4.オンラインプラットフォーム取引におけるプラットフォーム事業者の役割

 ショッピングモールサイトやオークションサイトなどプラットフォームによる取引が拡大している中、苦情相談も増えています。プラットフォーム事業者は取引当事者ではなく場所を提供しているだけであるとの姿勢がありますが、取引の場として活性化することで事業者は利益を得ているので、一定の管理責任はあるはずです。消費者委員会では専門調査会で1年間議論をして、本年4月に報告書を出しました。

 たとえば、プラットフォーム事業者の役割としてサービス提供者に係る審査(偽物や違法なものの出店や出品に対して注意や勧告)を実施すべきではないか、CtoC(個人間)取引の場合、氏名・住所を公表していませんが、プラットフォーム事業者は把握するべきではないか、など9項目の論点ごとにまとめています。しかし、プラットフォーム事業者が果たす役割の実効性の確保については、法規制、自主規制、ガイドライン、認証制度などの指摘にとどまり、何が法規制事項かは詰め切れませんでした。

 専門調査会ではヒアリングや海外法制度も調査し検討しましたが、まずは消費者保護の観点で整理をしたというところで、規制の手法については、被害実態と事業者の自主的対応の実情を踏まえて今後の課題となりました。

5.消費者法分野におけるルール形成のあり方

 消費者委員会の委員5人でワーキング会議をしています。設置のきっかけは、消費者契約法見直しの審議において、事業者委員から「提案する条文が抽象的で賛成できない」などの意見が繰り返されたことから、行政規制と民事ルールについて、法規制と自主規制の関係はどうなのかを論議をしようとしたのですが、実際にはより広範囲にルール形成のあり方を検討しました。ルールの実効性確保のための提言として、事業者のコンプライアンス体制の整備の有無を行政処分にあたり評価する仕組みづくり、企業の中に消費者問題の専門家を育成・配置すること、消費者・消費者団体の主体的な行動を行政が育成・支援・連携すること、適格消費者団体等による不当な取引行為の是正・排除と財政支援の具体的方策、行政による悪質商法への対処の徹底(違法収益はく奪等の措置)など、を課題として挙げました。

 提言を出したからと言って自然に動くわけではありません。この提言を具体化した意見を消費者団体などが次々に提出することで、各省庁の検討を促すことにつながります。

6.商品預託取引被害に対する対策の在り方

 預託商法、現物まがい商法被害(ジャパンライフ事件など)への対策のあり方について、消費者委員会内で調査検討をしています。ジャパンライフに対して消費者庁は1年間に4回の行政処分を行いましたが、その後も会社は1年以上にわたり存続し、破産決定後は財産はほとんど残っていませんでした。現状では、事業者に業務停止命令を出しても、既存の顧客にとっては引き続き配当を払ってほしいこともあり、また被害者でありたくないとの気持ちもあり、被害を名乗り出る人が多くありません。警察が対応するには被害者調書を集めないといけないので、破綻するまで立件ができないのです。
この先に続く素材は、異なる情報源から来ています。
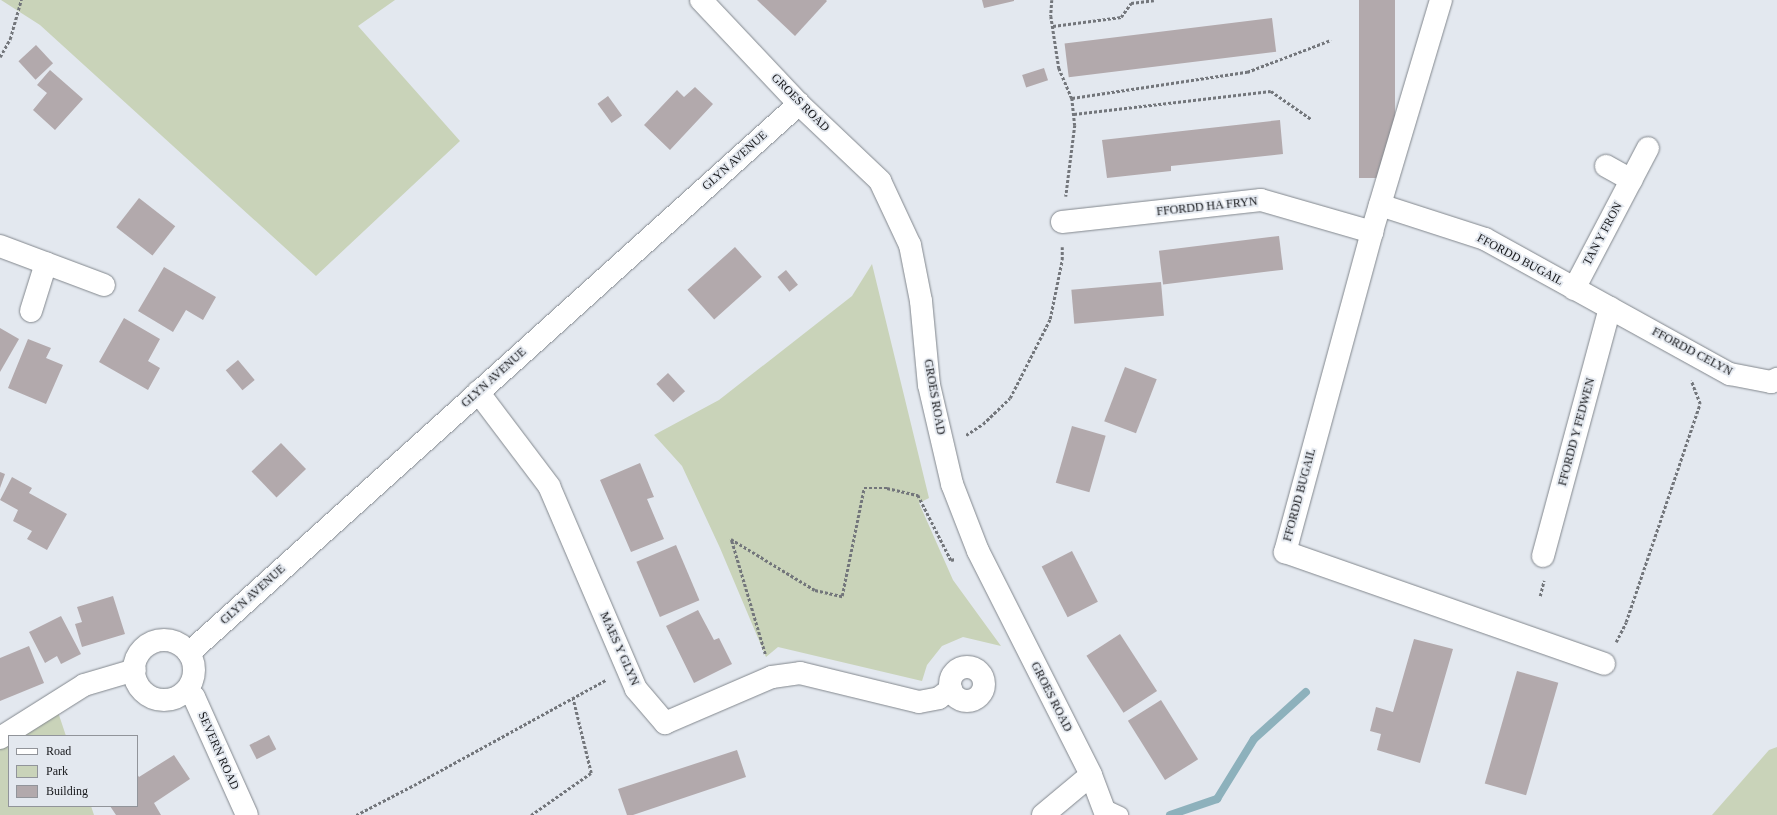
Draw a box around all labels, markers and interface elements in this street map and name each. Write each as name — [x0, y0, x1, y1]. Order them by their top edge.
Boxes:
street label: GROES ROAD — [768, 71, 832, 135]
street label: GLYN AVENUE — [699, 128, 771, 194]
street label: FFORDD HA FRYN — [1156, 195, 1258, 219]
street label: TAN Y FRON — [1580, 200, 1626, 268]
street label: FFORDD BUGAIL — [1474, 231, 1566, 289]
street label: FFORDD CELYN — [1649, 325, 1735, 379]
street label: GLYN AVENUE — [458, 345, 530, 411]
street label: GROES ROAD — [920, 358, 948, 436]
street label: FFORDD Y FEDWEN — [1556, 376, 1598, 488]
street label: FFORDD BUGAIL — [1281, 447, 1319, 543]
street label: GLYN AVENUE — [217, 562, 289, 628]
street label: MAES Y GLYN — [596, 609, 642, 689]
street label: GROES ROAD — [1027, 660, 1075, 734]
street label: SEVERN ROAD — [194, 710, 242, 792]
legend — [8, 735, 138, 807]
text: Road — [46, 744, 71, 758]
text: Park — [46, 764, 68, 778]
text: Building — [46, 784, 88, 798]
 こうした現状に対し、まずは典型的な現物まがい商法を罰則と行政規制によって早期に取り締まることができる方策を検討していますので、まとめが出たら、消費者団体からも意見を出して世論形成をしてほしいです。

7.消費者行政新未来創造プロジェクト検証専門調査会

 平成29年の「まち・ひと・しごと創生本部」における中央省庁の地方移転に関する議論から、徳島県に、実証に基づいた政策の分析・研究機能をベースとした消費者行政の発展・創造の拠点として「消費者行政新未来創造オフィス」が置かれました。ただし、創生本部の決定で、これまで行ってきた迅速な対応を要する業務、対外調整プロセスが重要な業務(国会対応、危機管理、法執行、司令塔機能、制度整備等)は引き続き東京で行うこととされていますから、消費者庁本庁の移転に向けたオフィスの活動ではないと整理しました。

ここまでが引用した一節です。